"Bisalp"
March 2, 2021
Medium: ink on paper. Size: 8.5x11 inches.
about this piece
I got sterilized on March 24, 2021. That's it, finally, my capacity to make baby has been neutralized. I will never have to worry about unplanned children ever again. It was like a huge weight had been lifted that I didn't even realize I had been carrying literally all the time, everyday. Another unexpected benefit was that it was strangely gender affirming as a non-binary person. I never persued a transition other than social in the past, so I hadn't ever experienced that feeling exactly.
The specific procedure I had done is called a bilateral salpingectomy. It's different from your everyday tubal ligation sterilization, because instead of clipping or cutting or cauterizing or tying a loop around the tubes to cut them off, a bilateral salpingectomy removes the fallopian tubes completely. They leave the uterus and ovaries, if you're wondering, so no early menopause for me. I called it a bisalp because I'm in several F*cebook groups for people who are trying to get sterilized or who have been already, and that's the shorthand people tend to use.
I drew this a few weeks before the surgery, in a moment where I just couldn't stop thinking about it. I had never had ANY surgery before, and they were about to go and take out my guts. I didn't know if I would react badly to anesthesia, maybe I would die on the operating table, or wake up during surgery, who's to say? (Spoiler alert: it was totally fine, like the vast majority of surgeries.)
I did have one minor complication, which was urinary retention. It's probably less common than opioid constipation, but not exactly rare, it's apparently why the hospital often keeps you around until you've peed once after you wake up (which they didn't in my case, I had a very late surgery at like 8pm, so I didn't leave until like 10 or something). I actually didn't know about urinary retention as like, a thing to look out for, and I just happened to be looking through my paperwork which included some stuff to watch out for and saw "if you have difficulty urinating, seek medical attention immediately." It then occured to me that I hadn't peed since the day before and heck, I really had to pee!! It was a pretty scary and EXTREMELY uncomfortable experience, but not the most serious thing that could have happened. After having my bladder drained repeatedly over a few days, I finally agreed to be sent home with a catheter and pee bag, which I should have just done from the first time. This can be caused by the opioid drugs, but also by the anti-nausea patch of a drug called scopolamine I guess. I'm glad I didn't have nausea, but yikes. I also had some ondansetron which I LOVE for nausea, so I sort of had all my bases covered anyway.

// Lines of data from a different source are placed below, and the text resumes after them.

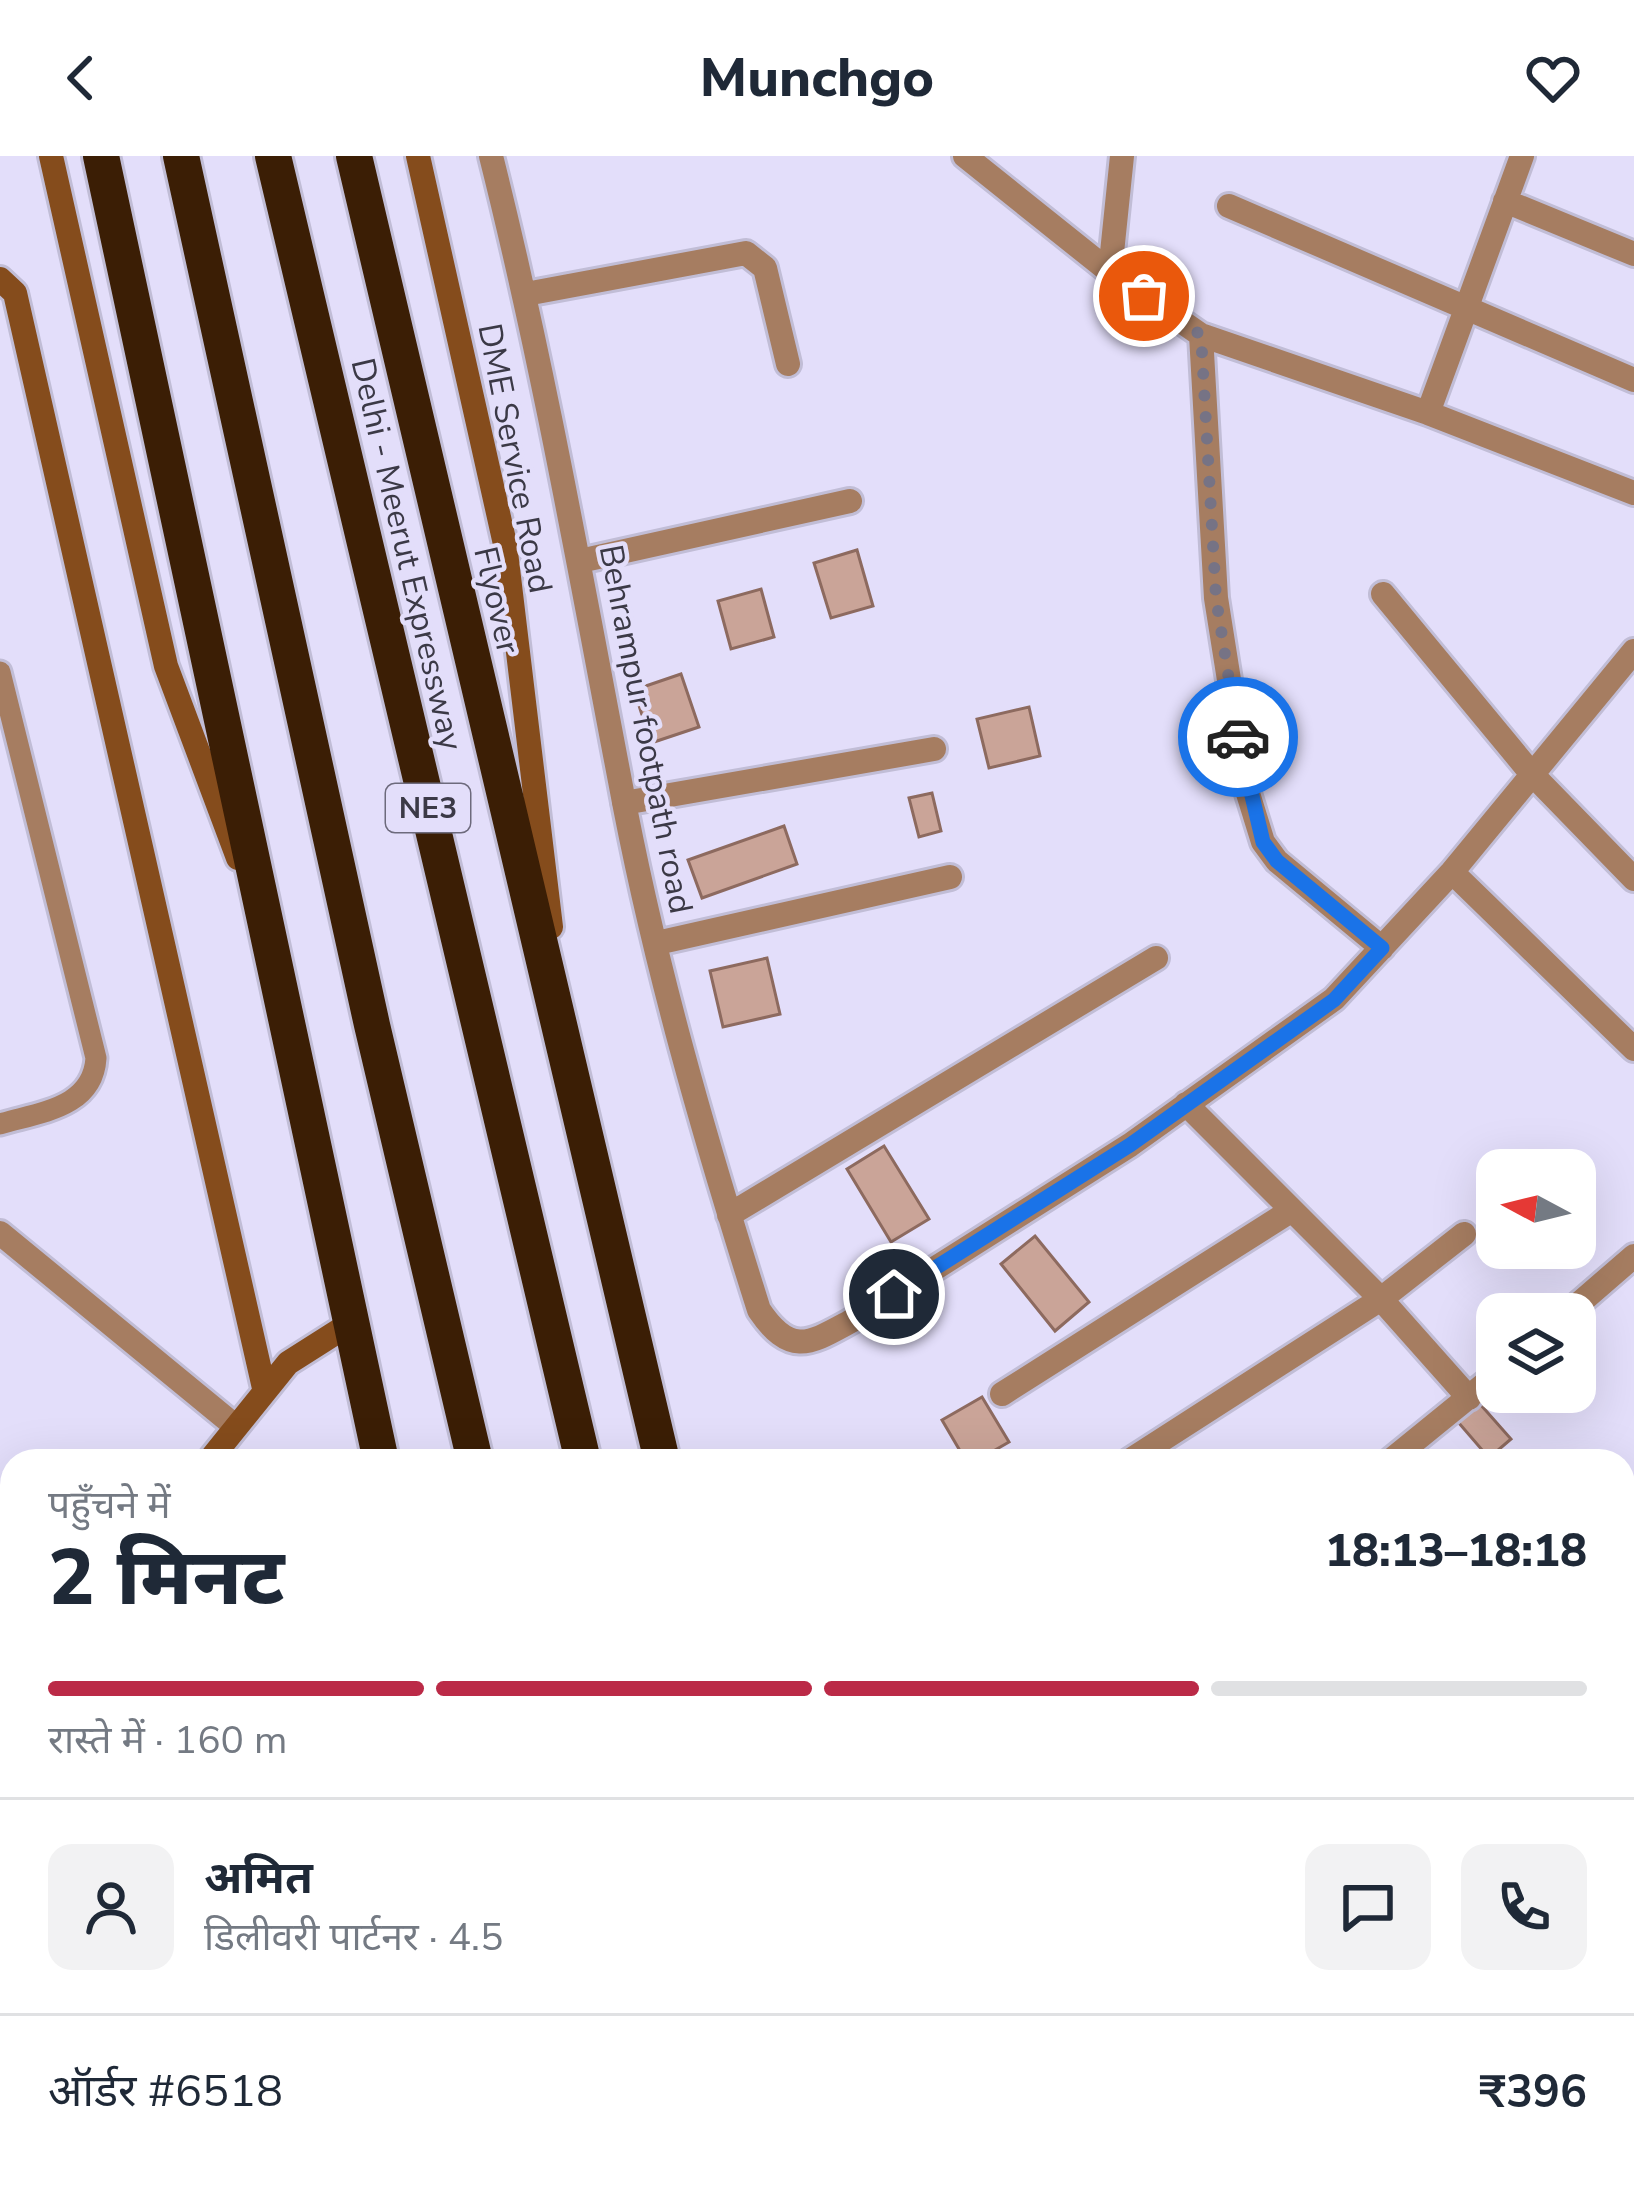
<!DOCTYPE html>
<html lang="hi">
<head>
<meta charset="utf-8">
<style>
  body { margin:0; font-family:"Nunito Sans","Noto Sans Devanagari",sans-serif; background:#f2f2f3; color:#1f2937; height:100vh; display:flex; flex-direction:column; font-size:45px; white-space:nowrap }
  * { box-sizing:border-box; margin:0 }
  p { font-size:39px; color:#747a83 }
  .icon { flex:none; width:66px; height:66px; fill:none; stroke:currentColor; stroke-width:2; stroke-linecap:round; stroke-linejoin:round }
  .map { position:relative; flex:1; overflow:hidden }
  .drawer { position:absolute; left:0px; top:1293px; width:1635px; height:747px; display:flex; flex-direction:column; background:#fff; border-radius:36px 36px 0 0; box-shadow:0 12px 48px #0002 }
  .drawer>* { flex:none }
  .needle { width:78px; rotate:277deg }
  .tools { position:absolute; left:1476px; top:993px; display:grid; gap:24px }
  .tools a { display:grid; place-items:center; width:120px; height:120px; border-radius:24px; background:#fff; box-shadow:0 12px 48px #0002; font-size:60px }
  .pin { position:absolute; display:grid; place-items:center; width:102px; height:102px; color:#fff; margin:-51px; border:6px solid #fff; border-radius:50%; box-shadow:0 3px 12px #0007 }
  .courier { position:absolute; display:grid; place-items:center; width:120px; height:120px; margin:-60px; border:9px solid #1a73e8; border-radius:50%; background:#fff; color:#222; box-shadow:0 3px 15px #0007 }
  .headline em { font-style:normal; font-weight:800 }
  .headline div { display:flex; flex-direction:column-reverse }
  .headline { display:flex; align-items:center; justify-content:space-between; height:204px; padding:0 48px }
  h1 { font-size:78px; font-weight:800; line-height:90px }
  .bar { display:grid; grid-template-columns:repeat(4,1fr); gap:18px 12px; align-content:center; height:144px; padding:0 48px }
  .bar i { height:15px; border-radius:9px; background:#e0e1e3 }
  .bar .on { background:#bb2a47 }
  .bar p { grid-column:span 4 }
  .line { display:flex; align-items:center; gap:30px; padding:0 48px; border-top:3px solid #e0e1e3 }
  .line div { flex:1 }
  .round { display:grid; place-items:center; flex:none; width:126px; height:126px; border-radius:24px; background:#f2f2f3 }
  header { display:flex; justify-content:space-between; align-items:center; height:156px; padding:0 48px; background:#fff; font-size:54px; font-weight:800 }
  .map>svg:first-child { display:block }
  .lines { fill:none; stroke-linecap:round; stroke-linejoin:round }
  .river { stroke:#91bdee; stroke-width:66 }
  .building { fill:#caa498; stroke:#8d6a5f; stroke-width:3 }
  .lane-casing { stroke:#c1bdd6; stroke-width:27 }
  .street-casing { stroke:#c1bdd6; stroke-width:30 }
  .secondary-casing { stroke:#c1bdd6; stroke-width:30 }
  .highway-casing { stroke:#c1bdd6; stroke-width:42 }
  .lane { stroke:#a67d61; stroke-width:21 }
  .street { stroke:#a67d61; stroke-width:24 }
  .secondary { stroke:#854c1c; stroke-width:24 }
  .highway { stroke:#3b1e05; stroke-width:36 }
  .done { stroke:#767385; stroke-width:12; stroke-dasharray:0 21.6 }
  .route { stroke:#1a73e8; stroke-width:15 }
  .labels { text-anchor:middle; stroke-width:9; stroke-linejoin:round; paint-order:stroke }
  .shield { fill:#e3defa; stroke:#6d6a7c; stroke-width:3 }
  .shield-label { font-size:30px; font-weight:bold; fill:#3b3946 }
  .street-label { font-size:33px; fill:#3b3946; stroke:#e3defa }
</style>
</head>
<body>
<header><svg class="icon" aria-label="back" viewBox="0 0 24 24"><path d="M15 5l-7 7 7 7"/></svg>Munchgo<svg class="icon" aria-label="heart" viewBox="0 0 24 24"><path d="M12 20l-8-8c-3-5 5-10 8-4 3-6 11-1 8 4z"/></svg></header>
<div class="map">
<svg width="1634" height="2038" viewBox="0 0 1634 2038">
  <rect width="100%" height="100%" fill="#e3defa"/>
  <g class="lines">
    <path class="river" d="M1623,1538L1634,1527
      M1093,2038L1105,2028"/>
  </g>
  <path class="building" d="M857,394L873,450L831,462L814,407Z
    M761,433L774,481L731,493L718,445Z
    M681,518L699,571L651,587L634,534Z
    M1029,551L1040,600L989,612L977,563Z
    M932,637L941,675L919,681L909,642Z
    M784,670L797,708L702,742L688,704Z
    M767,802L780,858L723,871L710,815Z
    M884,990L929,1063L891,1086L847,1013Z
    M1035,1080L1089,1146L1055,1175L1001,1108Z
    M982,1241L1009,1286L976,1305H966L942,1264Z
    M1480,1248L1511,1283L1489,1302L1458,1266Z"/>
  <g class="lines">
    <g class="lane-casing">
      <path id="lane" d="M0,516L96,902C93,952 40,956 0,968
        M0,1902L12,1900"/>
    </g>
    <g class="street-casing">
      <path id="street" d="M491,0C543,207 580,416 620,625C653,804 704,980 759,1154C792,1203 812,1186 855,1163L1130,989L1334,843L1452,716L1634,495
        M965,0L1110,116L1201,179L1428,257L1634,337
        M1505,45L1634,98
        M1229,50L1634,224
        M1110,116L1122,0
        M526,138L746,97L765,112L788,208
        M1201,179L1216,442L1246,631L1263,686L1277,705L1382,792
        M1428,257L1522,0
        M580,405L850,345
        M1383,438L1531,617L1634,723
        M624,647L934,593
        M1452,716L1634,893
        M657,787L950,721
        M1186,948L1381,1143L1469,1242
        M729,1059L1156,802
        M0,1077L235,1270
        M1567,1158L1634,1100
        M1002,1238L1292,1054
        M1129,1305L1381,1143L1464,1078
        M1390,1305L1497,1218
        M1623,1745L1634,1734
        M0,1747L12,1770
        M81,2028L82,2038
        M1406,2028L1410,2038
        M1319,2038L1331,2028"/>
    </g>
    <g class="secondary-casing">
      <path id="secondary" d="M51,0L166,510L238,702
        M418,0L505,388L551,771
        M0,123L15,137L264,1232
        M209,1305L288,1207L351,1167
        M0,1541L12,1530"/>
    </g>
    <g class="highway-casing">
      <path id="highway" d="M101,0L381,1305
        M181,0L372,869L475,1305
        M273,0L583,1305
        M354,0L662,1305
        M532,2028L534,2038
        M639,2028L641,2038
        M744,2028L746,2038
        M827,2028L829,2038"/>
    </g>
    <use href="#lane" class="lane"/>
    <use href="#street" class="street"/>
    <use href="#secondary" class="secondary"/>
    <use href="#highway" class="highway"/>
  </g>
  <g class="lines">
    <path class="done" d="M1144,140L1201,179L1216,442L1238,581"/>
    <path class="route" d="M894,1138L1130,989L1334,844L1382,792L1277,705L1263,686L1238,581"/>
  </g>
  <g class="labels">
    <rect class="shield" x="386" y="628" width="84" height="48" rx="9"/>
    <g class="shield-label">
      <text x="428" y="662">NE3</text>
    </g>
    <g class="street-label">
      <text transform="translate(516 302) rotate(79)" y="12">DME Service Road</text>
      <text transform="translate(408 398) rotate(77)" y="12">Delhi - Meerut Expressway</text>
      <text transform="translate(498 444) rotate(77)" y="12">Flyover</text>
      <text transform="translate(647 573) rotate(79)" y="12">Behrampur footpath road</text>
    </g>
  </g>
</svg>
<div class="tools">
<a><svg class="needle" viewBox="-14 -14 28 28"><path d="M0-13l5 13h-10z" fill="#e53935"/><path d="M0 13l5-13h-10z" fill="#747a83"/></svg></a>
<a><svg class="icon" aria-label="layers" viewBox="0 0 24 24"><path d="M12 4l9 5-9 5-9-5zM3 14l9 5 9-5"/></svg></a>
</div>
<div class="pin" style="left:1144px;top:140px;background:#ea580c"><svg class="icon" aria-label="bag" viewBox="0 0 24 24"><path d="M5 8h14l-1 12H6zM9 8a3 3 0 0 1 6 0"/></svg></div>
<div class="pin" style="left:894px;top:1138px;background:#1f2937"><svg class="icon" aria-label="home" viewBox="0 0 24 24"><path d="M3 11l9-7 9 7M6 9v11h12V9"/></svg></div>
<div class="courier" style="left:1238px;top:581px"><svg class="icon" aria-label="car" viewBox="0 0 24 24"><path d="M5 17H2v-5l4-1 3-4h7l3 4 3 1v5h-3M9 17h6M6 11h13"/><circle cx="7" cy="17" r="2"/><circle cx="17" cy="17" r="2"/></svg></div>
<section class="drawer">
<div class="headline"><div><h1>2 मिनट</h1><p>पहुँचने में</p></div><em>18:13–18:18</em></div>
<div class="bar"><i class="on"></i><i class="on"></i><i class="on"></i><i></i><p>रास्ते में · 160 m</p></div>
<div class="line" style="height:216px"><a class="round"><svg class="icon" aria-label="person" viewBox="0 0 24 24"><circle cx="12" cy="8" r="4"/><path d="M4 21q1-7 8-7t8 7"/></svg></a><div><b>अमित</b><p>डिलीवरी पार्टनर · 4.5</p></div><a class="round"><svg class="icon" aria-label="chat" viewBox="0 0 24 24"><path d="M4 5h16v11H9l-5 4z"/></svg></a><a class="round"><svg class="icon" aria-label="phone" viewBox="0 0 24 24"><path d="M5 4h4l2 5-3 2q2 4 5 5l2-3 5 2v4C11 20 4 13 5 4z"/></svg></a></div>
<div class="line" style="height:156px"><div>ऑर्डर #6518</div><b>₹396</b></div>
</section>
</div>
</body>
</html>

Oh yeah, and the first time I went to get seen about it, the young doctor straight up gave me a hit of MORPHINE, going with the theory that the pain was making me afraid to pee and that if I were in less pain I would be able to relax. Except that opiates famously inhibit the exact muscles you need in order to defecate and urinate, which is partly why I couldn't pee to begin with. So instead of peeing I just got REALLY BLITZED before getting my pee drained with a catheter anyway. LOL. My mom was addicted to opiates including morphine for many years, and I'd had your run of the mill Vicoden or Codeine for pain management in the past which I never cared for, and heck, I've sipped on some of my codeine cough syrup at parties after I'd been sick because it's funsy. But intraveinous morphine was some other kind of wacky, man. I did not know it went that hard. It sure made the situation less unpleasant in a certain way because I got high as fuck, as one does when they get injected with morphine for the first time, but of course, it didn't actually help my situation. It also depressed me because it made me think of my mom, who became dependent on increasingly intense opioids because of pain (mis)management for a spine issue.
So like, if you ever have a surgery where you have urinary retention as a complication, get the take-home catheter, and don't try morphine, it won't help you and it's way too silly.